Recording studios have a long tradition of opening new audio-related ventures such as record labels, music publishing companies and, in recent years,

Recording studios have a long tradition of opening new audio-related ventures such as record labels, music publishing companies and, in recent years, Internet-based businesses. Then there are the staple ancillary ventures, such as tape duplication (and more recently CD-R replication) and equipment rentals. And a few studios over the decades have been associated with equipment manufacturing ventures. To describe this phenomenon, David Porter of Music Annex, working with SPARS, came up with the slogan “Diversify or Die.”

However, some facility owners have branched out into other segments of the business world, acknowledging the unpredictability of the audio industry in general, and spicing up their own lives in the process.

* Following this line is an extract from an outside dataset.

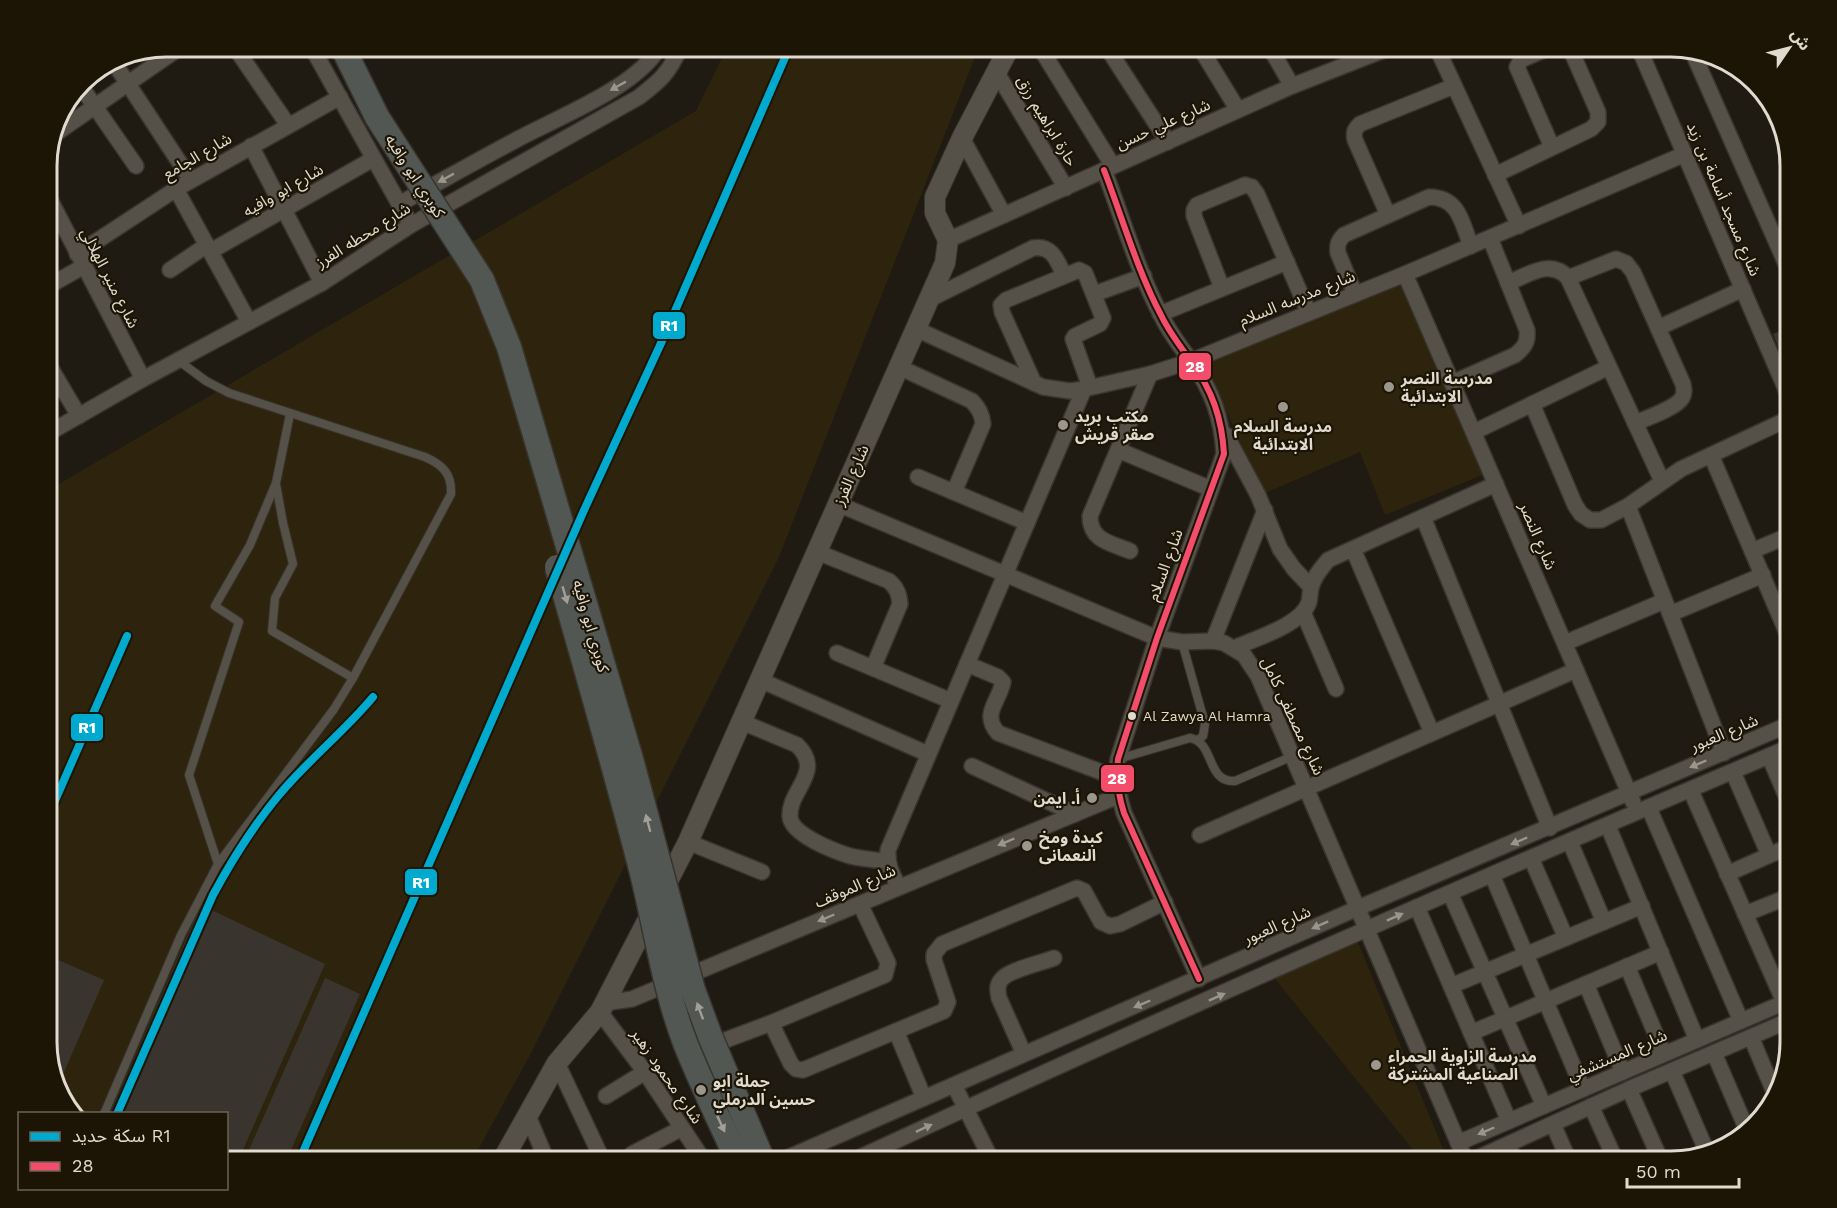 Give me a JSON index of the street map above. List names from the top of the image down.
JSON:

STOCK IN TRADEJosef Nuyens, president of The Castle Studios in Nashville, has always been realistic about the profitability in owning a studio. He likes to keep himself pretty diversified as a hedge against adversity. In addition to the suburban Nashville studio, which he has operated for 17 years, and an Internet-based music sales company, Nuyens and his father, Joseph, have also run a private, European-based mutual fund management company for the past ten years, as well as a real estate venture company in the Nashville area. With a five-year average return of 23% from the stock fund, Nuyens likes the sense of security that non-studio businesses provide, as well as the balance they give his business and personal life.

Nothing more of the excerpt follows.